Saved data entries
************

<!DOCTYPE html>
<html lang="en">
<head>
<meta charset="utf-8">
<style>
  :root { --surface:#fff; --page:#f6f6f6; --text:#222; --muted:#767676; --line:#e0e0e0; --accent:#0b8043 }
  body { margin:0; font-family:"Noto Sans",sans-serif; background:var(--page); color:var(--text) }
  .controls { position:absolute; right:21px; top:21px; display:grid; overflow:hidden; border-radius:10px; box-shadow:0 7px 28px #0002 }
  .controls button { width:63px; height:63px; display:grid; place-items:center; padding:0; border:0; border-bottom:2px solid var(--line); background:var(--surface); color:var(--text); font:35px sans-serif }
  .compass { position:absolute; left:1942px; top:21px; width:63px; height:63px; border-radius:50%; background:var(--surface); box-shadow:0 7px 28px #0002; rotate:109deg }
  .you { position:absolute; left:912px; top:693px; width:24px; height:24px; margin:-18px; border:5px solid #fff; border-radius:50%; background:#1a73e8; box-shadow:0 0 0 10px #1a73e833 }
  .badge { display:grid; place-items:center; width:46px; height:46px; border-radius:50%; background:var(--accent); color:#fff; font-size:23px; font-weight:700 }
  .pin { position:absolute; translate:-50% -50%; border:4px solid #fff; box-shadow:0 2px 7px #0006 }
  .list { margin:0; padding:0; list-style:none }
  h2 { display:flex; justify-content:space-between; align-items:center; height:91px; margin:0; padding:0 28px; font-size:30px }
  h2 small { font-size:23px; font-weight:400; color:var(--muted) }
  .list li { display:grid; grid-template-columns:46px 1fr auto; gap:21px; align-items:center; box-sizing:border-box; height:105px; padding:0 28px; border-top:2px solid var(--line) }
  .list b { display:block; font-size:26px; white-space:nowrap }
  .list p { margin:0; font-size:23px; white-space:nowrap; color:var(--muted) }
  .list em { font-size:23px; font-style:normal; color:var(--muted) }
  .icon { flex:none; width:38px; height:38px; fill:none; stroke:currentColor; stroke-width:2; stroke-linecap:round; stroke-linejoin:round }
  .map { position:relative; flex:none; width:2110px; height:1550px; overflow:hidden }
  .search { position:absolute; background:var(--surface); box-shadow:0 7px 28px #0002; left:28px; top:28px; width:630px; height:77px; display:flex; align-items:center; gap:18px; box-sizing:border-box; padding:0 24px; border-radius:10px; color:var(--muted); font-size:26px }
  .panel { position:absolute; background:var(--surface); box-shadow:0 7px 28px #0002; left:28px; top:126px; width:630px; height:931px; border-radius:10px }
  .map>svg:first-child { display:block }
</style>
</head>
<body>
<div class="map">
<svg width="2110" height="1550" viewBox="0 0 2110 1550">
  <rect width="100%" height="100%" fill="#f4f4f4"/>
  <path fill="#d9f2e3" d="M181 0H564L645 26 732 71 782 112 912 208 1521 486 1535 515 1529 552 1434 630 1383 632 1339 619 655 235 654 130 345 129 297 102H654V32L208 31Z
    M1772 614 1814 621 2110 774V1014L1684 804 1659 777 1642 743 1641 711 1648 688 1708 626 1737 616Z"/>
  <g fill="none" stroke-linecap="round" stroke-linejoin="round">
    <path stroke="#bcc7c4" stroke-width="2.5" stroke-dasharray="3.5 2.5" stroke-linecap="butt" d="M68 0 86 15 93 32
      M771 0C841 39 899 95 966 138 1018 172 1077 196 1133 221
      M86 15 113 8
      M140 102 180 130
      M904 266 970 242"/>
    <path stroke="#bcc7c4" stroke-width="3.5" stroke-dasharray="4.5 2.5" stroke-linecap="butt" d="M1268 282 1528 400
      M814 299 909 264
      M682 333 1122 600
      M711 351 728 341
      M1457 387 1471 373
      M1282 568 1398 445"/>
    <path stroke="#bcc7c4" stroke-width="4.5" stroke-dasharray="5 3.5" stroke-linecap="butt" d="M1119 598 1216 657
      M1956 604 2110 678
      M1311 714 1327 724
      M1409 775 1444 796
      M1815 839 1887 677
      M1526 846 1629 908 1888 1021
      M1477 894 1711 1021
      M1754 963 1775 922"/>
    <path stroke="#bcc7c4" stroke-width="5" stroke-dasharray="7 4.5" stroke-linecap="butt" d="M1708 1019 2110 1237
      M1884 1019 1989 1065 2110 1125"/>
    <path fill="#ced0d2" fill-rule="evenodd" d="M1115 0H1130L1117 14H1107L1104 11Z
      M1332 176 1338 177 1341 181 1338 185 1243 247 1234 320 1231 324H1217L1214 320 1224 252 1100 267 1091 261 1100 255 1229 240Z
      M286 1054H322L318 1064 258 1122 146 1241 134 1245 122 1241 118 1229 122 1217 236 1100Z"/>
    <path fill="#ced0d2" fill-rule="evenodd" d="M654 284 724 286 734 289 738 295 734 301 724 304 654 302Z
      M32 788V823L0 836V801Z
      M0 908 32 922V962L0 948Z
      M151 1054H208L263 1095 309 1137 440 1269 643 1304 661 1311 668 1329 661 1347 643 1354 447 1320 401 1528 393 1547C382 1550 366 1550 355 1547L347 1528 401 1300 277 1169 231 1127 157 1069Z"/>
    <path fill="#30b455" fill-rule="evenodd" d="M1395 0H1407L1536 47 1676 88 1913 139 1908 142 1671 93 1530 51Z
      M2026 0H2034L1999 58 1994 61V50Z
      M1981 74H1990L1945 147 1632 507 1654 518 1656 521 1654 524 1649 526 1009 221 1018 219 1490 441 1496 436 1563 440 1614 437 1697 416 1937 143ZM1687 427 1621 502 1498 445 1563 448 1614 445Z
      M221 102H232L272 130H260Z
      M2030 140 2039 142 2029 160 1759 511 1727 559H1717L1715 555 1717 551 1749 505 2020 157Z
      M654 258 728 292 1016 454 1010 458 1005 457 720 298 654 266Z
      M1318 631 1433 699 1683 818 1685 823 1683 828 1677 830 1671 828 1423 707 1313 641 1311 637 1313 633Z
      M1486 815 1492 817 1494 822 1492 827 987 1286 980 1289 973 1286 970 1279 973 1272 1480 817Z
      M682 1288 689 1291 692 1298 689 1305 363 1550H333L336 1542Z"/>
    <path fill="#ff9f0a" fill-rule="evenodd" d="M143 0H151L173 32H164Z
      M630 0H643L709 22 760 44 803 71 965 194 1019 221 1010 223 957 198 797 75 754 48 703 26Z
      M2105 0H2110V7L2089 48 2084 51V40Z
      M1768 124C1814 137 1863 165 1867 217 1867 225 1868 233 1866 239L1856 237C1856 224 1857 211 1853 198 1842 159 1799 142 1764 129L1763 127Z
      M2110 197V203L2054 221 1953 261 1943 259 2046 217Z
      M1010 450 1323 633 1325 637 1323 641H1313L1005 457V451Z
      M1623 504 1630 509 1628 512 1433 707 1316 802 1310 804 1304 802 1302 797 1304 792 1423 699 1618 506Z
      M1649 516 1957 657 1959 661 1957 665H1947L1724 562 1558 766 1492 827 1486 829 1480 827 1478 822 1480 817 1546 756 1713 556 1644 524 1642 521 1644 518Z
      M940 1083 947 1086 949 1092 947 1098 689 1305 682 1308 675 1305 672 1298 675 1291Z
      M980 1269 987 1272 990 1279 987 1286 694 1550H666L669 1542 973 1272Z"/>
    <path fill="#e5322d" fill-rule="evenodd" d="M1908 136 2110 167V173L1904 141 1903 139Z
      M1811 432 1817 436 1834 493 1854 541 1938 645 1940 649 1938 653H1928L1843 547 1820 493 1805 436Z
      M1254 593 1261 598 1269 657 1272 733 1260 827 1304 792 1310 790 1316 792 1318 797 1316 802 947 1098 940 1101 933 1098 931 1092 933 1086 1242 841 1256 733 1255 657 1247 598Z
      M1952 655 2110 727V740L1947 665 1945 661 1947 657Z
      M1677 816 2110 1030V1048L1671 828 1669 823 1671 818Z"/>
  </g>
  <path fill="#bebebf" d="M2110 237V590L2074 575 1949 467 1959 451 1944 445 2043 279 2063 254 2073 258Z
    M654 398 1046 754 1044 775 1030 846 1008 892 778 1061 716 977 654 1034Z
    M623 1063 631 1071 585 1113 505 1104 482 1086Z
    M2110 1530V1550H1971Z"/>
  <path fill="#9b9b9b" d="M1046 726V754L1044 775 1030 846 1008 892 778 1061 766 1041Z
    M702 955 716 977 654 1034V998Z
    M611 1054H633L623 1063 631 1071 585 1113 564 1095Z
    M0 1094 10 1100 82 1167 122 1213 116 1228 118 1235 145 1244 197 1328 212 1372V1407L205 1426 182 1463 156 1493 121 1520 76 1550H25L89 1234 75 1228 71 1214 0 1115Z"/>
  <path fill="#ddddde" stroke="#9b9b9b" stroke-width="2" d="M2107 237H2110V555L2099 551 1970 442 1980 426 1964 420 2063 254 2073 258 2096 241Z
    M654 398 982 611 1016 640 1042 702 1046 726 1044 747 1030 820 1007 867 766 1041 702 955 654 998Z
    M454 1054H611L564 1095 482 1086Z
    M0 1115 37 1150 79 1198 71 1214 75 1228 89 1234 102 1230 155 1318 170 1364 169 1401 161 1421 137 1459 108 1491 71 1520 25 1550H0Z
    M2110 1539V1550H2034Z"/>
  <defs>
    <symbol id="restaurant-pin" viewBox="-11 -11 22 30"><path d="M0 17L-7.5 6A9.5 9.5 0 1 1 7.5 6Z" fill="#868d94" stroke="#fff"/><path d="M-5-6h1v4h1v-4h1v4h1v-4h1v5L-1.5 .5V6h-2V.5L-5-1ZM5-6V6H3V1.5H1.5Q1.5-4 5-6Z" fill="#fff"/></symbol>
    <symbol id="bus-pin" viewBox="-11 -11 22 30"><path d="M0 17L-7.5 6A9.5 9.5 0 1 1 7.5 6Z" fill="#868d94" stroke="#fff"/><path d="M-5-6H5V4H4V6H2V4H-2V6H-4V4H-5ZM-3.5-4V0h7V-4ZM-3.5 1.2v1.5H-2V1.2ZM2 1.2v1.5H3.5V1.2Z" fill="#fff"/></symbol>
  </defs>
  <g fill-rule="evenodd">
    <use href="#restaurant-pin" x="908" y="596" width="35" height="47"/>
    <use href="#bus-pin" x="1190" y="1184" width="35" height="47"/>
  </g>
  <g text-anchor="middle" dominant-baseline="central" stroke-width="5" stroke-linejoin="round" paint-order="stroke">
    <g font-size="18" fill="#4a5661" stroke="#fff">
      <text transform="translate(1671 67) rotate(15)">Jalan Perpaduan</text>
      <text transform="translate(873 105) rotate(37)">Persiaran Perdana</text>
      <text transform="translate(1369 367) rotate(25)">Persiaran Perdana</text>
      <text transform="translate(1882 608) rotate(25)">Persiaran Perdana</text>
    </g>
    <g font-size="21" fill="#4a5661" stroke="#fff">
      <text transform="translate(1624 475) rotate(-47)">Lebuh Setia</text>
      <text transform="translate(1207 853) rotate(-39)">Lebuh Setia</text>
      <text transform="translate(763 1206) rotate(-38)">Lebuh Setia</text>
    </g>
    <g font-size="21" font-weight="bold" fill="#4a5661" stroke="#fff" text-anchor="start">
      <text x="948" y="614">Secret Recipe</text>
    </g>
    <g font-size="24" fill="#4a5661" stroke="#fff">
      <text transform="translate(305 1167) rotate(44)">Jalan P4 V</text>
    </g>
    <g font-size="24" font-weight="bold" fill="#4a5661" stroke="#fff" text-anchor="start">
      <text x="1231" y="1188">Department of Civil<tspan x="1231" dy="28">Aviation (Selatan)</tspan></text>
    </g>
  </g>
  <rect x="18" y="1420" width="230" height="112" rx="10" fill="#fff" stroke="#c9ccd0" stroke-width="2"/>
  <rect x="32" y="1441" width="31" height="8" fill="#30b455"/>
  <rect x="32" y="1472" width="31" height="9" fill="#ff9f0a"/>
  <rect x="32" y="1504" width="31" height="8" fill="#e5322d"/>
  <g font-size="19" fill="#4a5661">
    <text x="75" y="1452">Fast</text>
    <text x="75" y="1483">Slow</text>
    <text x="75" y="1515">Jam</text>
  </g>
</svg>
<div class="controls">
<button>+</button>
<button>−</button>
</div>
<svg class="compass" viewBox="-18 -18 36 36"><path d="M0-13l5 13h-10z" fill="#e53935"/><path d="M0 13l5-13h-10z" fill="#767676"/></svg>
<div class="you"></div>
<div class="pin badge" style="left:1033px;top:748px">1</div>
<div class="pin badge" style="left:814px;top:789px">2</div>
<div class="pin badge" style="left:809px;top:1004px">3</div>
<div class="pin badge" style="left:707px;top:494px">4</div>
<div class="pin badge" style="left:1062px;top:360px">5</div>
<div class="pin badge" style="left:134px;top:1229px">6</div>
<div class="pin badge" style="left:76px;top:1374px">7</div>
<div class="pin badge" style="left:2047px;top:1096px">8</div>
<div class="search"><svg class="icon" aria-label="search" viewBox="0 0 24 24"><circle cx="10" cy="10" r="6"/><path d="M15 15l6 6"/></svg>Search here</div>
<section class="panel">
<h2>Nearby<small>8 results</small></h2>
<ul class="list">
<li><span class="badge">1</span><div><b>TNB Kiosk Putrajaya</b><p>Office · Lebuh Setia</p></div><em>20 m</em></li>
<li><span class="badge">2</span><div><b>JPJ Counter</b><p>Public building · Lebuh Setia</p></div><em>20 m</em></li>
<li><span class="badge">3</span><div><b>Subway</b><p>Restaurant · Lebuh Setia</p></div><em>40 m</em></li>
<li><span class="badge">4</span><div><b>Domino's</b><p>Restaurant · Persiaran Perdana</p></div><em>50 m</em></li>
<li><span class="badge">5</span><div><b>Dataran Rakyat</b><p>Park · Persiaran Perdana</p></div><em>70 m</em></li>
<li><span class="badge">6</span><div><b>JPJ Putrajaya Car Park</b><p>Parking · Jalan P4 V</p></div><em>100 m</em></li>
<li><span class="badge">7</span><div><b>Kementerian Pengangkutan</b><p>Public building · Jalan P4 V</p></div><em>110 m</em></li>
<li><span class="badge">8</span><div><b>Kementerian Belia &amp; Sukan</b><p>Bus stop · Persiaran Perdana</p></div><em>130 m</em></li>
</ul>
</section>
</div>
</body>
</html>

************

Each line of the records above that holds the word "compass" should be counted, and only the final number stated.

YOUR SOLUTION: 2